Three Myths About Credit Reports

A credit data provider, Think Credit Reports is a website that offers consumers the convenience of ordering their reports online. Operating from Valencia, California, Think Credit Reports works with all three bureaus to provide credit monitoring and educate consumers about their reports.

While some believe that paying off debts is a sign of good credit, a credit report is actually a reflection of an individual’s entire payment history. Making timely payments over time establishes good credit and is the main measurement metric.
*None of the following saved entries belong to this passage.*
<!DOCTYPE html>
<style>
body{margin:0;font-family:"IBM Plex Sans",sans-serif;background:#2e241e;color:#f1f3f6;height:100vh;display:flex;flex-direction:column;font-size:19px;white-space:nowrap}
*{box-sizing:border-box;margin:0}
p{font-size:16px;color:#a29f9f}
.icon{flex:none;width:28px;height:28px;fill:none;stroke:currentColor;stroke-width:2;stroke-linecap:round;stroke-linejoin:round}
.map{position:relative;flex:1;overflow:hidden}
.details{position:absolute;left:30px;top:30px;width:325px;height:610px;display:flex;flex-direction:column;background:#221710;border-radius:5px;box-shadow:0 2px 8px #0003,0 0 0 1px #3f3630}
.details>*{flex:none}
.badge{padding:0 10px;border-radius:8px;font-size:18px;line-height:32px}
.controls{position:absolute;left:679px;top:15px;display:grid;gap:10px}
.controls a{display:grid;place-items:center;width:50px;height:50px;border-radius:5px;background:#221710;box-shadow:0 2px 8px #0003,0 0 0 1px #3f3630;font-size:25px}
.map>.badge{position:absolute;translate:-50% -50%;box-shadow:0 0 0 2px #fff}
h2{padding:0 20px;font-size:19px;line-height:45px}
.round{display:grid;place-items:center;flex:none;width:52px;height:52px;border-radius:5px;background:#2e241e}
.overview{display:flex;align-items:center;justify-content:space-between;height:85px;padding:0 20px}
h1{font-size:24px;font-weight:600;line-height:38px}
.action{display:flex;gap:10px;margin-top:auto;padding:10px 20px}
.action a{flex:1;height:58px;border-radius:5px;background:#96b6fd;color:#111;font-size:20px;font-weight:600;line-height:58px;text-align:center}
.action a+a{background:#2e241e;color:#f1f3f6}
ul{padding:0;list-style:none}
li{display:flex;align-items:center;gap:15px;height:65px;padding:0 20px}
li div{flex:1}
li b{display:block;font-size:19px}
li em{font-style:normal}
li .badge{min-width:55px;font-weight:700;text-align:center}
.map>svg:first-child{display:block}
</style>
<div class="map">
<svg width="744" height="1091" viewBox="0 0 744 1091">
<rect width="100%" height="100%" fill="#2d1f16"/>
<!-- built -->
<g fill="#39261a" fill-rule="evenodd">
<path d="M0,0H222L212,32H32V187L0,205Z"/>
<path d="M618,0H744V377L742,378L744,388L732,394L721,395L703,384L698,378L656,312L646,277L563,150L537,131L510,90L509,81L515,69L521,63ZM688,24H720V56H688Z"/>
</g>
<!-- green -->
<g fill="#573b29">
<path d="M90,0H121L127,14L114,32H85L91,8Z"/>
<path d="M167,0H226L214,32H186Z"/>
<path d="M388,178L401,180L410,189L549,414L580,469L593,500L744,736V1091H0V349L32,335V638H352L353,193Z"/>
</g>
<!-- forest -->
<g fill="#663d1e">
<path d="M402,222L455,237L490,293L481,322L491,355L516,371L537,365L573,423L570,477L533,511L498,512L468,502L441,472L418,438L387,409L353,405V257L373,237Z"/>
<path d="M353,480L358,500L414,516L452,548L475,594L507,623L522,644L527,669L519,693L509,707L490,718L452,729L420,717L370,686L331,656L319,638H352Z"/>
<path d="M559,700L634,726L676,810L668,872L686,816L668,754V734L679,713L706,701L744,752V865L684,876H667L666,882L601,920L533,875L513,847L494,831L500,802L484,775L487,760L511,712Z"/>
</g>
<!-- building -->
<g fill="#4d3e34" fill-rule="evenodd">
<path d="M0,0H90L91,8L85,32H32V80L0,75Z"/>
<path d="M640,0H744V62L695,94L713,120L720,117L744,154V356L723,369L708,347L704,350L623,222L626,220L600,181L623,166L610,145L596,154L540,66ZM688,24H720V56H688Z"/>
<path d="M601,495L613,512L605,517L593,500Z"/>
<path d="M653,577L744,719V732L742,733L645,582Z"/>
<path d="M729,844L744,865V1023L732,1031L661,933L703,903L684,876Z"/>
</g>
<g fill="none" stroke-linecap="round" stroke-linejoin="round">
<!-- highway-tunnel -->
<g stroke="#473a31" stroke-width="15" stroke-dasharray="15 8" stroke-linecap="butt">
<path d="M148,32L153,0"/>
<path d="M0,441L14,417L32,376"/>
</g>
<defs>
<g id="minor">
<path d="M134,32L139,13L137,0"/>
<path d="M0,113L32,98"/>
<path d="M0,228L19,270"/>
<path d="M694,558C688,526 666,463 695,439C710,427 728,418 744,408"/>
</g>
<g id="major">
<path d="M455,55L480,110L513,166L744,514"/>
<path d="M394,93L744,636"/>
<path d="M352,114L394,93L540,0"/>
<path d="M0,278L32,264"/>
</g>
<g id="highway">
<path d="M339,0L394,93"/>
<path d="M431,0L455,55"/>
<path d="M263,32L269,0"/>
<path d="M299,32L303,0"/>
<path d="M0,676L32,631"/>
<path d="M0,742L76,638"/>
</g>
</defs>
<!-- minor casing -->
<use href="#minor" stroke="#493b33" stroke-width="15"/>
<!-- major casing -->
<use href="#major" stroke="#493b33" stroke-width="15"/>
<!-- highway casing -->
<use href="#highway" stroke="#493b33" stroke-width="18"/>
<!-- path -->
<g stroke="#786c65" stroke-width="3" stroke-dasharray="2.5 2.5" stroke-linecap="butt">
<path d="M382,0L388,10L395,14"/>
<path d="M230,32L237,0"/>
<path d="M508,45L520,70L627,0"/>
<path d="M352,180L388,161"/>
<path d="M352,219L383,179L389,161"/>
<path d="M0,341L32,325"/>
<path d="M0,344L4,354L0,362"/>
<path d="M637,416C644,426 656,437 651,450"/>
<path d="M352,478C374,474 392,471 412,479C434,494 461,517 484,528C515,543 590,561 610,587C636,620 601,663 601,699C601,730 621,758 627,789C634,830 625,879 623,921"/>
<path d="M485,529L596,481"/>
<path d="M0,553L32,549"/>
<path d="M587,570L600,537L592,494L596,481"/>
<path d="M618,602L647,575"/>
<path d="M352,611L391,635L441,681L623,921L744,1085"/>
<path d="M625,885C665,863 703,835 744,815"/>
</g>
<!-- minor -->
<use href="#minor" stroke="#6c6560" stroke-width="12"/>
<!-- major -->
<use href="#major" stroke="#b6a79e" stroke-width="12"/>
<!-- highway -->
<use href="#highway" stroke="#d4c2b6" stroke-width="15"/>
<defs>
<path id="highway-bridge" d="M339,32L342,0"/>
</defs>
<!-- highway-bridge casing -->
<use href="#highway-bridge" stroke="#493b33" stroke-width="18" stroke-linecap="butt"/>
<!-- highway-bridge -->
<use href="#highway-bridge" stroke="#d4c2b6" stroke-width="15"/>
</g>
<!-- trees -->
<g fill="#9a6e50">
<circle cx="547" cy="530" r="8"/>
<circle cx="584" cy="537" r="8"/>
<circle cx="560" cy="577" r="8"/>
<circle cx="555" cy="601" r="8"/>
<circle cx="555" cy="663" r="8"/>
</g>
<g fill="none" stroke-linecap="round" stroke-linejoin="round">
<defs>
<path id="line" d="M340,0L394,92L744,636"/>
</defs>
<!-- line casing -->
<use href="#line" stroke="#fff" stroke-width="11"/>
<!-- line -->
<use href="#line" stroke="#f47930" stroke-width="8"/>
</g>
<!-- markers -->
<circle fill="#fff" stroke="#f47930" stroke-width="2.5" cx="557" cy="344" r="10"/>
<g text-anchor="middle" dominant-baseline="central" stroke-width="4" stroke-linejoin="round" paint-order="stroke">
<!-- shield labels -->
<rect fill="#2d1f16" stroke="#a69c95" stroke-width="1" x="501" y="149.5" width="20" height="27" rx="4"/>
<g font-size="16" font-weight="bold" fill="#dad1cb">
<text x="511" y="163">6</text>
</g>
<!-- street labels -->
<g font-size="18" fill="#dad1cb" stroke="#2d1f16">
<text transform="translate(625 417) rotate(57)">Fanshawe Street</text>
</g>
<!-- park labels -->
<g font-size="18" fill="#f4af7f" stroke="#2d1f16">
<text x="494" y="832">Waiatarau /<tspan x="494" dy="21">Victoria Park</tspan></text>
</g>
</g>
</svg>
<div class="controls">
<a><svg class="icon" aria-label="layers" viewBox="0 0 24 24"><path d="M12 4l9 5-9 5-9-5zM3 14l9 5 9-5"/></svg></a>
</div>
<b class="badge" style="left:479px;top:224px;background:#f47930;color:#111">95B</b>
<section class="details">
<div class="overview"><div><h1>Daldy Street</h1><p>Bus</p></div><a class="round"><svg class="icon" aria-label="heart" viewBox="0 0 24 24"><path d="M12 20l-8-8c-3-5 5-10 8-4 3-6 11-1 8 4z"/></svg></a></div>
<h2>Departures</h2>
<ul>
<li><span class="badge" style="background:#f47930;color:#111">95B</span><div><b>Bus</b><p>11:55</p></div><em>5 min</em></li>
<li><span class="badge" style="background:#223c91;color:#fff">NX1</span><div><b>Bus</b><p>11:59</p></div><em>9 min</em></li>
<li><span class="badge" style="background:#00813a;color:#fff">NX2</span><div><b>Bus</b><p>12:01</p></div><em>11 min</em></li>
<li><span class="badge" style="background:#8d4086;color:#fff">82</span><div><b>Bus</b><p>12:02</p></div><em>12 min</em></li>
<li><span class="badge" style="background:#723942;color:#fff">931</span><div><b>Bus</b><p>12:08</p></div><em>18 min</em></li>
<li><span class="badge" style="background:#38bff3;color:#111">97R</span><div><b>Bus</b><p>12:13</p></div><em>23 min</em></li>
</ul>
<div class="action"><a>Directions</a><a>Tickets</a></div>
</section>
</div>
Regardless of whether a debt is paid in full, late and missed payments will continue to factor into the overall credit score and remain on a report.

In addition, closing or canceling a credit card does not boost a person’s credit standing. In fact, having multiple credit lines open reveals a person’s ability to manage debt. Conversely, opening up several credit cards at once does reflect negatively on a credit report.

Lastly, checking a personal credit report does not lower an individual’s score. This is known as a soft pull, and individuals and credit counselors can obtain a report to check credit standing without being penalized. However, hard pulls initiated by retailers and other merchants seeking to issue a line of credit do harm a person’s credit score.